**** Working data

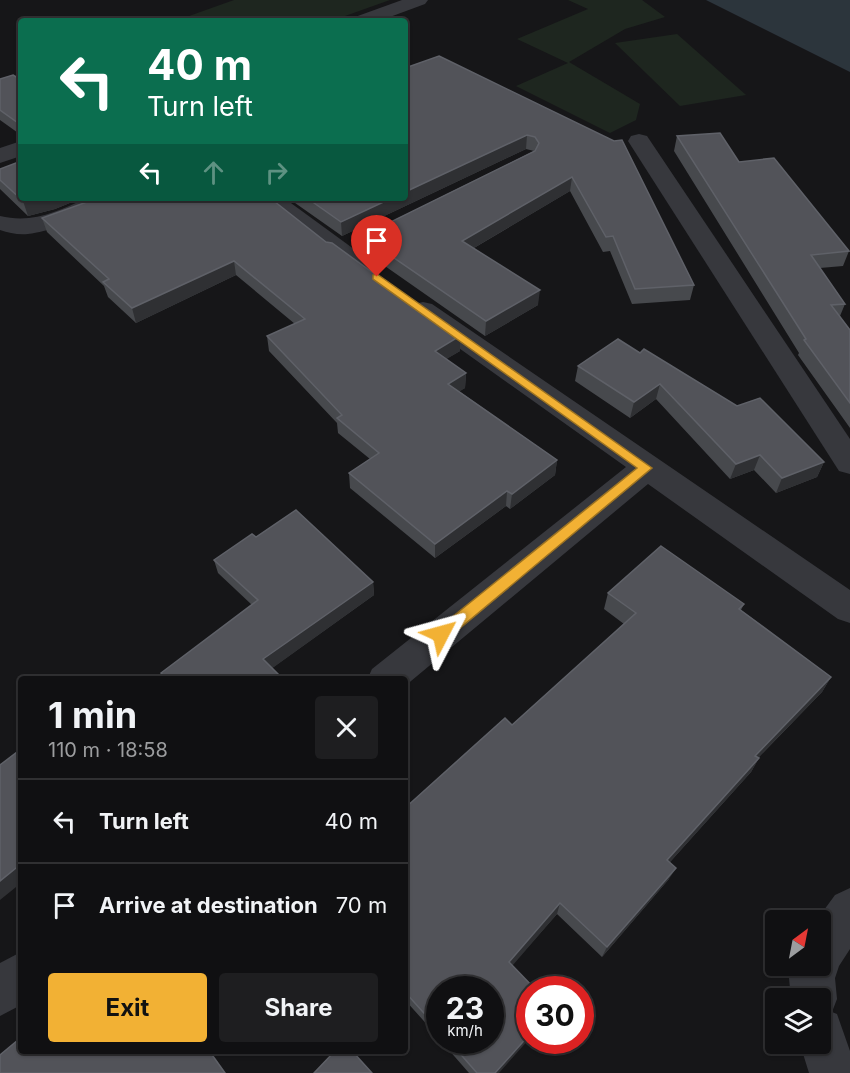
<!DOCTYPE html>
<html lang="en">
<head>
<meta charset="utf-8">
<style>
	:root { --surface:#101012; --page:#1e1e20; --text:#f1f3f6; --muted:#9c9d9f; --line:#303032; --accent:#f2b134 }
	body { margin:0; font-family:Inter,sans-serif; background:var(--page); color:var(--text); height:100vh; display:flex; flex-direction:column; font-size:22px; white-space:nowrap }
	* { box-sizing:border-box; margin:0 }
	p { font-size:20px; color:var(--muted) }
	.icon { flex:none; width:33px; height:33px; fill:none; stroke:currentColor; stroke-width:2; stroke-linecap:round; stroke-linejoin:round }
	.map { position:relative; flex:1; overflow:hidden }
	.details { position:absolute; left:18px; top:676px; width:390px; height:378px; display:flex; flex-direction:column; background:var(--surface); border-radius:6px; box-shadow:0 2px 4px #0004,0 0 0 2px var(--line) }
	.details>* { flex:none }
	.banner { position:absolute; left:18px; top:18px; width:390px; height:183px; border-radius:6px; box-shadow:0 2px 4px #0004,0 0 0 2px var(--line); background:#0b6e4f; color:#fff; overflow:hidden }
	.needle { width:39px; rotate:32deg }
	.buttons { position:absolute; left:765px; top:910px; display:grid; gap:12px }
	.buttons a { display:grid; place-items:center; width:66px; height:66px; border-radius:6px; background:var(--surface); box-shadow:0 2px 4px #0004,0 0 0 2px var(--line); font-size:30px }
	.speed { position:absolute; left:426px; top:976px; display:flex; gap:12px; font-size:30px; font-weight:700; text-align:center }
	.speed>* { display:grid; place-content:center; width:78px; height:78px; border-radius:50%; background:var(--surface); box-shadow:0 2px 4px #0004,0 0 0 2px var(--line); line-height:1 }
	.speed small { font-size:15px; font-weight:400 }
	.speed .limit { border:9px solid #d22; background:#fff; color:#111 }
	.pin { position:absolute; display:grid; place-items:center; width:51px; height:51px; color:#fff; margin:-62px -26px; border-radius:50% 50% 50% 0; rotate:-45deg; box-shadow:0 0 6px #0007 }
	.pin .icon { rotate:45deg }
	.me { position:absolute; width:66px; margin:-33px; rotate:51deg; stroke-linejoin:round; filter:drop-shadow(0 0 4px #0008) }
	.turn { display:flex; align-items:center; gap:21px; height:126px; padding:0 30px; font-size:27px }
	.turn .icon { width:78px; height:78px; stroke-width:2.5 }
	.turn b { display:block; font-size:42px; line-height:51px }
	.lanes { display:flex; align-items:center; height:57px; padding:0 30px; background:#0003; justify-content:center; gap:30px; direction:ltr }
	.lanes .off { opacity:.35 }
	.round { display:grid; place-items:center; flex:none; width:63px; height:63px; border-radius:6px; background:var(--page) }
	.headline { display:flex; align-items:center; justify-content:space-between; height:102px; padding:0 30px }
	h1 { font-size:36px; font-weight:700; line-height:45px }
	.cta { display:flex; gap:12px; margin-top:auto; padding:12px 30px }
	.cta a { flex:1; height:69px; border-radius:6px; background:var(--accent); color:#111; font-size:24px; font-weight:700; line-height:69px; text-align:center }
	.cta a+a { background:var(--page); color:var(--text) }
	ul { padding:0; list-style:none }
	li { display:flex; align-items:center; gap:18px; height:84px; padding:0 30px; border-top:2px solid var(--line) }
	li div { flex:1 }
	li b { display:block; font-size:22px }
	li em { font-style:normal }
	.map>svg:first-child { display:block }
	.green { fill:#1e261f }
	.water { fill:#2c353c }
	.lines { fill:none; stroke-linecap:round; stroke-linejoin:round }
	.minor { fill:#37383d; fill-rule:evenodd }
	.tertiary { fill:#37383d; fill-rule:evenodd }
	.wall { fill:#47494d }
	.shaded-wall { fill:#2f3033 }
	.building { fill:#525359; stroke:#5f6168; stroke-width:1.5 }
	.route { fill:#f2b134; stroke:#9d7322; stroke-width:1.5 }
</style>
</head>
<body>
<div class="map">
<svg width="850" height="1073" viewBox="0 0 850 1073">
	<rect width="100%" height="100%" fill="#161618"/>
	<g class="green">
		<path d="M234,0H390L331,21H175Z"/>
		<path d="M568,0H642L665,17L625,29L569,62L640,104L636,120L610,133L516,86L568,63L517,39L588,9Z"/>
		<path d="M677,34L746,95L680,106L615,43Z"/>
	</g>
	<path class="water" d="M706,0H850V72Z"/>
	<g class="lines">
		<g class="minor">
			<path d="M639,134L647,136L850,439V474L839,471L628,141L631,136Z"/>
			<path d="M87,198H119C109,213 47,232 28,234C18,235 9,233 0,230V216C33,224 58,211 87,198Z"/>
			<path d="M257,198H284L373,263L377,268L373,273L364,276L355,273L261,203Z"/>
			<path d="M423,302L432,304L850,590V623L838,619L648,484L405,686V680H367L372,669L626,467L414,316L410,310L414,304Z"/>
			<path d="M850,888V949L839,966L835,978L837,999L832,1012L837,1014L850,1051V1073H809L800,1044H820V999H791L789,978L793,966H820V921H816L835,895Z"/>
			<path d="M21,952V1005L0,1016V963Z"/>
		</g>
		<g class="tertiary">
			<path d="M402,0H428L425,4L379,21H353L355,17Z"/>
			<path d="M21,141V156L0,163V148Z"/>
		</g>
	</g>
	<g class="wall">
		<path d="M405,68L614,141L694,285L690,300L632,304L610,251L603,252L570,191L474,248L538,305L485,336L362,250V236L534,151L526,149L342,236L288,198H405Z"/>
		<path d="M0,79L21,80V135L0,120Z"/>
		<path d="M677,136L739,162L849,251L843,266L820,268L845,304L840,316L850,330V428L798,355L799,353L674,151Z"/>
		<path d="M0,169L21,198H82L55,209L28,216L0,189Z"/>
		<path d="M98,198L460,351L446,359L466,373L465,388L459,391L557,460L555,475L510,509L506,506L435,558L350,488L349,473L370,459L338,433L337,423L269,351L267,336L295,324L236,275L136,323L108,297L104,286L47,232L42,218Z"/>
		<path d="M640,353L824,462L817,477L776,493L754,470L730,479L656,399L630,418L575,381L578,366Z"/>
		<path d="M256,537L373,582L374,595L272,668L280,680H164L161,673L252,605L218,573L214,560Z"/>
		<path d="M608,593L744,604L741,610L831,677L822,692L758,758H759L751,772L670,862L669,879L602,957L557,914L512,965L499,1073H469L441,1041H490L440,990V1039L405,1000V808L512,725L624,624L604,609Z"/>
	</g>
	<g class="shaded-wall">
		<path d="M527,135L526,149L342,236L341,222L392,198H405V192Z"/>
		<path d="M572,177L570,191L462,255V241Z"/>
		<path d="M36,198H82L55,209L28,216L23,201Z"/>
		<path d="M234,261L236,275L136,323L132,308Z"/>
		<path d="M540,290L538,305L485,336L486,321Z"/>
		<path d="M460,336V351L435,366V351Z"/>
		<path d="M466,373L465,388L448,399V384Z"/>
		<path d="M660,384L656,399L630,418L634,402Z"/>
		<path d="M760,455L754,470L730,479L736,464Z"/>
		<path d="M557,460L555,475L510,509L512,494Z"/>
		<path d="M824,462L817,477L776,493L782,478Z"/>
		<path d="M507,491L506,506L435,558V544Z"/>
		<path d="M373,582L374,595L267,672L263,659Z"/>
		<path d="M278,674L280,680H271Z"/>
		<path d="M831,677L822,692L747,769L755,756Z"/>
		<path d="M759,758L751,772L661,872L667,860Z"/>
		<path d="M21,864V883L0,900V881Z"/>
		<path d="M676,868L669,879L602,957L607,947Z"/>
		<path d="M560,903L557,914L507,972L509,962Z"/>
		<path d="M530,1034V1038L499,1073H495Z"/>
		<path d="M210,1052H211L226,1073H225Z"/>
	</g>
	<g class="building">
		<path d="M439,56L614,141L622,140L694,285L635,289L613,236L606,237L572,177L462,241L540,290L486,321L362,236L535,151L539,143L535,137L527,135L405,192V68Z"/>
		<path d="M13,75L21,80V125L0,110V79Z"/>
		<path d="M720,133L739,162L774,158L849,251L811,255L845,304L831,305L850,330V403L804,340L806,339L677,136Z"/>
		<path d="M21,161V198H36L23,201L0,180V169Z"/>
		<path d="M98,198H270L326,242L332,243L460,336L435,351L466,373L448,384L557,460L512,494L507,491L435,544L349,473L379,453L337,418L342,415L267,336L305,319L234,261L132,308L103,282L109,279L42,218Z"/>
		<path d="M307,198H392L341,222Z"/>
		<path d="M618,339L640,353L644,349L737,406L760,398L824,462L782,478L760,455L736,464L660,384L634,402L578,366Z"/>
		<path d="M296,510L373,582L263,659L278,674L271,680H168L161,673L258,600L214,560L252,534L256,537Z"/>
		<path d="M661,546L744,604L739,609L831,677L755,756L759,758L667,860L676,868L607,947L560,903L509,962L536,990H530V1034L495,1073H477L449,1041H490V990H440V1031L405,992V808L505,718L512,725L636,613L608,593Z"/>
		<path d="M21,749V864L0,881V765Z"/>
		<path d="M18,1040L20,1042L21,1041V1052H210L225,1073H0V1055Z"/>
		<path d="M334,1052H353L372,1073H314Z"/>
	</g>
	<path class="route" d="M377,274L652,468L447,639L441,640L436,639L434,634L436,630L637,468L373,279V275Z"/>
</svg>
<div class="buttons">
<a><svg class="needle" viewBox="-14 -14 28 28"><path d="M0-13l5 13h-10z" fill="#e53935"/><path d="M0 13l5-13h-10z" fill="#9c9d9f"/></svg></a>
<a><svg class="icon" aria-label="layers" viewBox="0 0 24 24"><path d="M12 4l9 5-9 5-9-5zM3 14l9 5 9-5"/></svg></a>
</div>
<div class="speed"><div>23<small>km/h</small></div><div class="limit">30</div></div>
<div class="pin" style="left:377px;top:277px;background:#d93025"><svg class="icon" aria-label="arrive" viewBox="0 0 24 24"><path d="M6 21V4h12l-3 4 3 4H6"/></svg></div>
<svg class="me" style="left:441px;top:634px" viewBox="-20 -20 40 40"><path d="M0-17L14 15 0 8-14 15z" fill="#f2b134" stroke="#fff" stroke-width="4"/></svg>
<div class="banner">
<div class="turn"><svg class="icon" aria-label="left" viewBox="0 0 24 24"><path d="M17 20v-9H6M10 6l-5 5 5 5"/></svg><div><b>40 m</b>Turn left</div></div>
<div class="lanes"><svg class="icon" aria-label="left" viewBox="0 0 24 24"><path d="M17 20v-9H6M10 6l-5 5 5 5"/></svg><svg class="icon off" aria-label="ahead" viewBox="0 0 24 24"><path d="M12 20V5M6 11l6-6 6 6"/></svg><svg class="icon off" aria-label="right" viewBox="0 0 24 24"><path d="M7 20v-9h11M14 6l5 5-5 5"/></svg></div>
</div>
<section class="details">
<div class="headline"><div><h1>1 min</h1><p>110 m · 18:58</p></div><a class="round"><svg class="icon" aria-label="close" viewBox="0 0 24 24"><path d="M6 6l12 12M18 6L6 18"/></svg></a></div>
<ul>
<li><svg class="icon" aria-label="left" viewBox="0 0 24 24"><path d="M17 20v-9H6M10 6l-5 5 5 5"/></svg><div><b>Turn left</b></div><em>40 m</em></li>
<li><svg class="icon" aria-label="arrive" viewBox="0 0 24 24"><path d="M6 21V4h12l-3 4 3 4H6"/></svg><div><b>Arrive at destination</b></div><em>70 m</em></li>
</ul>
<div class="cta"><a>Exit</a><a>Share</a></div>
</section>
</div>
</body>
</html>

********

* **What to do**: Every line in the entries above that mentions the word "overflow" must be shown.

* **Written response**:
	.map { position:relative; flex:1; overflow:hidden }
	.banner { position:absolute; left:18px; top:18px; width:390px; height:183px; border-radius:6px; box-shadow:0 2px 4px #0004,0 0 0 2px var(--line); background:#0b6e4f; color:#fff; overflow:hidden }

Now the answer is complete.